大倉喜八郎は勇猛果敢に時代を生き抜いた人だった。鰹節問屋の丁稚を振り出しに、乾物屋、鉄砲商を経て、明治6(1873)年に日本人による初の貿易商社「大倉組商会」を創立。明治20(1887)年には、日本初の会社組織による建設業法人「有限責任日本土木会社」を設立する。以降も、電力事業や毛織物業、ビール醸造業や製材・製紙業、ホテル業、教育事業など多岐にわたる事業を手掛け、92歳で大往生を遂げるまで、日本の近代化に多大な功績を残した。また日本の民間人として初めて欧米の視察旅行に赴き、日本初の海外支店となるロンドン支店を設置したり、中国大陸へいち早く事業進出し、幅広い人脈を築くなど、開かれた視野の持ち主でもあった。

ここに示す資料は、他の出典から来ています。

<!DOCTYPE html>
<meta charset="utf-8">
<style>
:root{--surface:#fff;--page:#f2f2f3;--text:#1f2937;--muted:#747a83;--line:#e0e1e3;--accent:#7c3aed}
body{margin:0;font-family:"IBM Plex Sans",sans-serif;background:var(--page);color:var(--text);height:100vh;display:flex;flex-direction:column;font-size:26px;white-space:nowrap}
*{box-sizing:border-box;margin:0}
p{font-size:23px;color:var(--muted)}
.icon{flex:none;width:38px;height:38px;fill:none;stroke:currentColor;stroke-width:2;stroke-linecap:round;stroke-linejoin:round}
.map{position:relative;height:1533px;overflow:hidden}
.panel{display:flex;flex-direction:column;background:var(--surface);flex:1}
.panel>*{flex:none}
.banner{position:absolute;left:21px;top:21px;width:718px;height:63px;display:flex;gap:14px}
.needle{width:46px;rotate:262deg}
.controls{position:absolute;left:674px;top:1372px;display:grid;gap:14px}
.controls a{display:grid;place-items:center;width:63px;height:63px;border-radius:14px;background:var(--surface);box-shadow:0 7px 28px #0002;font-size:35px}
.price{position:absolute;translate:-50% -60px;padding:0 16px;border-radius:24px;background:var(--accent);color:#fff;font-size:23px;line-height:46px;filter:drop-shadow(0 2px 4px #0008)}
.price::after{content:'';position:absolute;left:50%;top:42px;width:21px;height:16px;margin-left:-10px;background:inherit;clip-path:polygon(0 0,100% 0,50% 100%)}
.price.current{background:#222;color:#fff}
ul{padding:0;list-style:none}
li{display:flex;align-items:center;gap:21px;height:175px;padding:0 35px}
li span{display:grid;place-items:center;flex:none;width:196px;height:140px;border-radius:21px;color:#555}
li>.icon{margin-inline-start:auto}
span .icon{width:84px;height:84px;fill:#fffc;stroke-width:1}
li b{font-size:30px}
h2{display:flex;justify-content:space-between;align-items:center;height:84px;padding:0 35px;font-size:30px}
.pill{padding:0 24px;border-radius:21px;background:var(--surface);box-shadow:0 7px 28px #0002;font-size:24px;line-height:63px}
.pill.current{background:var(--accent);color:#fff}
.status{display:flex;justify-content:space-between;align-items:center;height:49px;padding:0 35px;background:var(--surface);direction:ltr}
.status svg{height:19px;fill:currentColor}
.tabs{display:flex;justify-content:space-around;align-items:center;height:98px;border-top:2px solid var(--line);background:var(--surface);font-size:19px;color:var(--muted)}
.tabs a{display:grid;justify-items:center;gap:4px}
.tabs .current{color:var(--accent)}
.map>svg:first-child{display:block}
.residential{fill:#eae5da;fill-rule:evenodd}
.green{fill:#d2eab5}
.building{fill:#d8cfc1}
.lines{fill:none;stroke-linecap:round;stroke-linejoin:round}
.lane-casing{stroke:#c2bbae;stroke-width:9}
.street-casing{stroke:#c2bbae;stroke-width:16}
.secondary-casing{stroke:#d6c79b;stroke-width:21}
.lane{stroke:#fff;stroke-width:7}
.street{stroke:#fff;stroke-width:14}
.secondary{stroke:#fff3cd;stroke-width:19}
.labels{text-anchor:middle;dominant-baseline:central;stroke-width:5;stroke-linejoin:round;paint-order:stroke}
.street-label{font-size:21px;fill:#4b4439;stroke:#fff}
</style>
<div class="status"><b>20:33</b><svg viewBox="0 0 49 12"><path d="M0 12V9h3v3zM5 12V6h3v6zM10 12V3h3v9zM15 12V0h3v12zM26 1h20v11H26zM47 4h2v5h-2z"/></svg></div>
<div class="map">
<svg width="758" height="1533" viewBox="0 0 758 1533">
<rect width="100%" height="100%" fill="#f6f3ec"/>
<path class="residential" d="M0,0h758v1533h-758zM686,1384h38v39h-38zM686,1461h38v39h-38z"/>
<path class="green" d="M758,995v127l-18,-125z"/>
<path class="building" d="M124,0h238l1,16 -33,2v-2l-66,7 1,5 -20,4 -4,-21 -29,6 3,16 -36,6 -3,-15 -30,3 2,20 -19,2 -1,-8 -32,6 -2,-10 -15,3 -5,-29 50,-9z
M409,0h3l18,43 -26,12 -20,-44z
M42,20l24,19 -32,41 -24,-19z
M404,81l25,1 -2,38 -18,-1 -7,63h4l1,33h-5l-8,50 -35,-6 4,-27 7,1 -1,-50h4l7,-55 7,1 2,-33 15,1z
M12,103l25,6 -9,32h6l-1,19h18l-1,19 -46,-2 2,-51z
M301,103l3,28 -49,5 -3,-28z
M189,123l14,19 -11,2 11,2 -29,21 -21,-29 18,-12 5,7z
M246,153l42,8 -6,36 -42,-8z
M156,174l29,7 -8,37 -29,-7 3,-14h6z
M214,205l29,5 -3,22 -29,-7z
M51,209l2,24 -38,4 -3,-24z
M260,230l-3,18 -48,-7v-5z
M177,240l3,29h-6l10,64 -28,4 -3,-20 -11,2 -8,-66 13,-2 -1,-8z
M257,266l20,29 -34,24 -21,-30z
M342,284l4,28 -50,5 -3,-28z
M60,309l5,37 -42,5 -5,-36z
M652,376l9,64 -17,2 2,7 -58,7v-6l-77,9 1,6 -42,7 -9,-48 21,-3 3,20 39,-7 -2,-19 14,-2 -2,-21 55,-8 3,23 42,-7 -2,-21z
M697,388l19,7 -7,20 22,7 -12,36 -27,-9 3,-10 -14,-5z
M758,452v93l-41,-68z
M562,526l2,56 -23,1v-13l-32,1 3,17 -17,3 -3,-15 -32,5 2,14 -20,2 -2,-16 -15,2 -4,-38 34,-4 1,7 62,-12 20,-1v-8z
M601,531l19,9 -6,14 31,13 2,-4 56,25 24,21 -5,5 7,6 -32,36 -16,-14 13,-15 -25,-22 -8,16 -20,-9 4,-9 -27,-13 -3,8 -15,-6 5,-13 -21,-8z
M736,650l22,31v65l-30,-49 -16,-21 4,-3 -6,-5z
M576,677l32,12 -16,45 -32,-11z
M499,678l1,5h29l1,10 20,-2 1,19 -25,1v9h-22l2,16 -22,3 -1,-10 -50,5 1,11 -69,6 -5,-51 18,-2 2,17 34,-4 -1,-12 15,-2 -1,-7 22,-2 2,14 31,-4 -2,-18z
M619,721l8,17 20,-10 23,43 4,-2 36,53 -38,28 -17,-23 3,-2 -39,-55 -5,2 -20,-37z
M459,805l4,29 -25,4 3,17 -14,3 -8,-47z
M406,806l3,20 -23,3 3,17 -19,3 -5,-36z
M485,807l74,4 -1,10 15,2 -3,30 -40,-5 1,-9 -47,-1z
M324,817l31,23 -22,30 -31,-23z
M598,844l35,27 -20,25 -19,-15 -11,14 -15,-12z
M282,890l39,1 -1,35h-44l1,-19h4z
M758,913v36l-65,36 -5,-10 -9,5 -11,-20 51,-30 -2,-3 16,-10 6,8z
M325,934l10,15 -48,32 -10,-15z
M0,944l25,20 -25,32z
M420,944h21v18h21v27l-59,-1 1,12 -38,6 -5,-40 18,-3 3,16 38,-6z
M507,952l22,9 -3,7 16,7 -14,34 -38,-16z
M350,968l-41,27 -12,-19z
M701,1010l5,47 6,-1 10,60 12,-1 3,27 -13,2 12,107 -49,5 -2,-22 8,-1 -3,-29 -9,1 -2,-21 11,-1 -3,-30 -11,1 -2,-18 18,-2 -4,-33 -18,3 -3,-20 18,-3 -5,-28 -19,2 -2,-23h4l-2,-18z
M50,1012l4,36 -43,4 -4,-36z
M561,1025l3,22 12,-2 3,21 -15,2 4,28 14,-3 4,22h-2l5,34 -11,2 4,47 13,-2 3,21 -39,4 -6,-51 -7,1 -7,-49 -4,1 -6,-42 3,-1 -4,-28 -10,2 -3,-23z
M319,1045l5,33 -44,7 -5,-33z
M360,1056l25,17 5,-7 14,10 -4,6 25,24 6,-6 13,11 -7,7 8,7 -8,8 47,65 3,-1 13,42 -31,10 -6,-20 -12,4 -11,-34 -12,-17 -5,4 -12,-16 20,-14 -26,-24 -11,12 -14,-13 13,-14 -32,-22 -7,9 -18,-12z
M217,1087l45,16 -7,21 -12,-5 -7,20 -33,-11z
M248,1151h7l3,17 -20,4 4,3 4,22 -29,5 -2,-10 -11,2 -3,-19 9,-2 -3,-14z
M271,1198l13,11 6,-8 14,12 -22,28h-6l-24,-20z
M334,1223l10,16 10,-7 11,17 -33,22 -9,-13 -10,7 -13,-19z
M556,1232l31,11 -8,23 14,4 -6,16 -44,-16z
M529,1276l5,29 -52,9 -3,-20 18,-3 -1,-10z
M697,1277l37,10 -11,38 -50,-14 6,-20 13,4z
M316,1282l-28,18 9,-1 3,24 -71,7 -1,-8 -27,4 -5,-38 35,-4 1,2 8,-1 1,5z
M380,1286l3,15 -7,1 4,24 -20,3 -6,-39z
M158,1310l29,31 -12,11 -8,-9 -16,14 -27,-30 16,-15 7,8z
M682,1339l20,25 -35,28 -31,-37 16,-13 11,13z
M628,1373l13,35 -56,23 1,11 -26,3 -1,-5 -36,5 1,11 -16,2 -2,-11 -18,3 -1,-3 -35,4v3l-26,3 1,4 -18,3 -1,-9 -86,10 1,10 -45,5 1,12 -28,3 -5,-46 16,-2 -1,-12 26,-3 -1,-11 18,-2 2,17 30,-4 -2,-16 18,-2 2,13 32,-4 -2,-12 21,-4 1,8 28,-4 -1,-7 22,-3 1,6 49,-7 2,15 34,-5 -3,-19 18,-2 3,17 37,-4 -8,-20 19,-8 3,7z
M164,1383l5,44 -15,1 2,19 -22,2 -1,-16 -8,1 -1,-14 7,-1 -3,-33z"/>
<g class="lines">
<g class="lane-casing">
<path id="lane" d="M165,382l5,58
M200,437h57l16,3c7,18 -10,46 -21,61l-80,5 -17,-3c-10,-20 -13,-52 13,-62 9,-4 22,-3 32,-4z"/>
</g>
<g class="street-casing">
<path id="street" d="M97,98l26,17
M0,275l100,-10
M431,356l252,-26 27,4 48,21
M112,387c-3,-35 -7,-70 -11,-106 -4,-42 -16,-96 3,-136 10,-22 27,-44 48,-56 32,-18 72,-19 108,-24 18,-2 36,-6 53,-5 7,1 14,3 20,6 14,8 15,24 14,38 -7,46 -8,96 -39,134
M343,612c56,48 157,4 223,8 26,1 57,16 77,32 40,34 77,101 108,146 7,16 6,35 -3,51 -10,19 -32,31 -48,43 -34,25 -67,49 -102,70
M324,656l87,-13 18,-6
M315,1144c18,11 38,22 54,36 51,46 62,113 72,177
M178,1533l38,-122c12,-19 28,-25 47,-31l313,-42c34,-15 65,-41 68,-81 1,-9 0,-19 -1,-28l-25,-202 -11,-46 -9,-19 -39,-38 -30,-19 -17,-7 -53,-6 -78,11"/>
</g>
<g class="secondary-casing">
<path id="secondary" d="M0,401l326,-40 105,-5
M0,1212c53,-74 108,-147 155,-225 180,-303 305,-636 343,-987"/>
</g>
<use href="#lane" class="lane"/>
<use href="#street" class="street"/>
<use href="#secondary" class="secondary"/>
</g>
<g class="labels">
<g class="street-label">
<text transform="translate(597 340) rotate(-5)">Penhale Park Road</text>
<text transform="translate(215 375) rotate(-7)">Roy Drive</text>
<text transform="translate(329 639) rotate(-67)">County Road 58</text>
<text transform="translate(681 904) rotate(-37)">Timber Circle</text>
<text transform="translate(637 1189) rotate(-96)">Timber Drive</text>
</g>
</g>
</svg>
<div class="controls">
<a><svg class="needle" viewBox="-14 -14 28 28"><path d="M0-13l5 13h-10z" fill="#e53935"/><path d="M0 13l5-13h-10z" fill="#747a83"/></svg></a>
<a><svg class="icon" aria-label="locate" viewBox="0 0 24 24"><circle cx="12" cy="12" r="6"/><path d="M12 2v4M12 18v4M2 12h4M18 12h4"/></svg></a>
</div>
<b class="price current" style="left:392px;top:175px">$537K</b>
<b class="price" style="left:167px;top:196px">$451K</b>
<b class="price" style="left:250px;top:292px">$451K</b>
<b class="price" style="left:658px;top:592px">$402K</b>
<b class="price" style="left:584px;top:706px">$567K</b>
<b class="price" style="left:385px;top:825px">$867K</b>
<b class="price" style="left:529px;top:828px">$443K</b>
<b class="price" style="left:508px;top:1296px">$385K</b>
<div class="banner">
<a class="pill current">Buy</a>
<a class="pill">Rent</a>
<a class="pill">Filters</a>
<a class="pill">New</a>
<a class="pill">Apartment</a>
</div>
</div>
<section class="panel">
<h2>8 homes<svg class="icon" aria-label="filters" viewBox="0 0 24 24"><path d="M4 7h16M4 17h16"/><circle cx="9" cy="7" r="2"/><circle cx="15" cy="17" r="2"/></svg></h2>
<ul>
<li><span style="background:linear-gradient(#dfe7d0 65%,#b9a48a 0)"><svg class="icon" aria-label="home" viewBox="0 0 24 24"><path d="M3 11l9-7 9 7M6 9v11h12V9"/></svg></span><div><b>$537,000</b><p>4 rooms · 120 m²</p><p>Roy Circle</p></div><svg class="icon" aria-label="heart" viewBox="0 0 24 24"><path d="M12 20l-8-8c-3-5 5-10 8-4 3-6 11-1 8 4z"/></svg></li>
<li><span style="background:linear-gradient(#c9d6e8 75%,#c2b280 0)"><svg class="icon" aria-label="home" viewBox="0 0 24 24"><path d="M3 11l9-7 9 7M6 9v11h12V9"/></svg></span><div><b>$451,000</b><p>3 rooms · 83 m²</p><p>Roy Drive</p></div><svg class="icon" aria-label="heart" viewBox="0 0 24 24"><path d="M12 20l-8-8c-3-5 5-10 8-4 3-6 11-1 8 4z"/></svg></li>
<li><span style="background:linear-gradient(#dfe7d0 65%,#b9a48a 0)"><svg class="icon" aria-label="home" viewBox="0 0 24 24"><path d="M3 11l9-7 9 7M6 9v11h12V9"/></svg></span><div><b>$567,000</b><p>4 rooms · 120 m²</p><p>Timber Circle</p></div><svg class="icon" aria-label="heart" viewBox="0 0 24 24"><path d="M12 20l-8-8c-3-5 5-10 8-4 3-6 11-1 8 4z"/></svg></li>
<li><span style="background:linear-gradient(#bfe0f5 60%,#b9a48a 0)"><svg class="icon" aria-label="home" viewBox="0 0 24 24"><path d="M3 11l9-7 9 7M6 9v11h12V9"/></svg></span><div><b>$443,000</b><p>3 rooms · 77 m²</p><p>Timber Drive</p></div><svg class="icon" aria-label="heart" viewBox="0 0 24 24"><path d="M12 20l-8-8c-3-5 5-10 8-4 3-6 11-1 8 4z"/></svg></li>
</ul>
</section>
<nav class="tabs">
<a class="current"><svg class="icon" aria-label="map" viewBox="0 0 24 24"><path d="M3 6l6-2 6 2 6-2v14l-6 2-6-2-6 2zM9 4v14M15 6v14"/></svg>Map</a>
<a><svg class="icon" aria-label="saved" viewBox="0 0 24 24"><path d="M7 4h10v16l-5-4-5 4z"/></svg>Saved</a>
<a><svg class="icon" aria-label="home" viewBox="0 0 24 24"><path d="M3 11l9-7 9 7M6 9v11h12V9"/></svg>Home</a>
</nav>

丁稚から身を立て、商傑と呼ばれるまで、事業に邁進した大倉喜八郎の原動力は、その飽くなきベンチャー精神だ、と村上先生は語る。

「大倉喜八郎は、その長いビジネス人生において、決して一つの処にとどまることがありませんでした。新事業を興すだけではなく、常に自分が活躍できる、面白いと思える新たなフィールドを求め続けていました。一つの事業での成功に安住せず、前へ前へと進む。まさにベンチャー精神の権化ですね。それが大倉喜八郎という人の最大の魅力にして、成功の秘訣でしょう」。

赤坂葵町大倉本邸

大胆さを支える、細心周到なる準備

同時代の人から「大冒険的商人」と評され、常にアグレッシブに道を切り拓いてきた大倉喜八郎。しかし、大倉喜八郎が、かくも大胆に行動できたのは、事前の徹底した調査と考察が伴っていたからだ、と村上先生は強調する。

「彼にとって、“大志放胆”と “細心周到”は事業を進める上の両輪でした。『戦い上手な者は、負けない状態に身を置いてから戦う』という兵法の言葉を好んでいたように、ビジネスの戦場で負けない状態、つまり準備万端整えることこそが勝利の近道だと考えていたのです。ことに土木事業における調査の大切さは口を極めて説いていますね」。

とはいえ、次々と事業を手掛ける中で、大倉喜八郎もいくつかの失敗を重ねている。そして、その原因の多くは事前の調査不足だったと冷静に分析している。

「私がすごいなと思うのは、大倉喜八郎はたとえ失敗してもくよくよしなかったことです。『失敗があった度に失望するようでは到底凱歌はあげられぬ。失敗したところで少しも心配せず、おもむろに失敗の原因を探求してこれに処するのだ』と。この前向きな姿勢、失敗を恐れない気持ちがプラスに働いているのでしょう。こうした気概は、これから経験を積もうという若い方たちにこそ、見習ってもらいたいと思います」。

自らの身命を賭して、責任を果たす

そして、もう一つ。大倉喜八郎が重んじたものに取引先の信用がある。

「大倉喜八郎は商人出身の思想家・石田梅岩の『石門心学』に傾倒していました。この学問では、本当の商売とは相手も自分も立て、双方が利益を得ることであり、商売にも正直さや信用、倹約や勤勉といった徳の実践が大切だと説いています。大倉喜八郎は『言葉の命を重んじる』と言っていますが、言葉の命とは、言ったことに責任を持つことにほかならず、信用は、責任を果たすことでもたらされるものです。前述の通り、彼はあらゆる局面で身命を賭し、この“命”を守ろうとしました」。

大倉喜八郎は日本実業史に残る偉人である。当社の発展は、大倉喜八郎が灯した、ビジネスへの情熱、信念からはじまっていることは間違いない。

「大倉喜八郎が創立した東京経済大学の建学の精神は“ベンチャー精神”と“グローバリズム”ですが、これは世界各地でビッグプロジェクトにトライしている、現在の大成建設にも相通ずる理念ではないでしょうか。社名の由来である大倉喜八郎の戒名に『超ちょうまい邁』という言葉があります。この意味は難局にあっても前へ進む勇気を持つ、ということ。こうした大倉喜八郎の精神を、ぜひ世界の舞台で発揮していただきたいと思います」。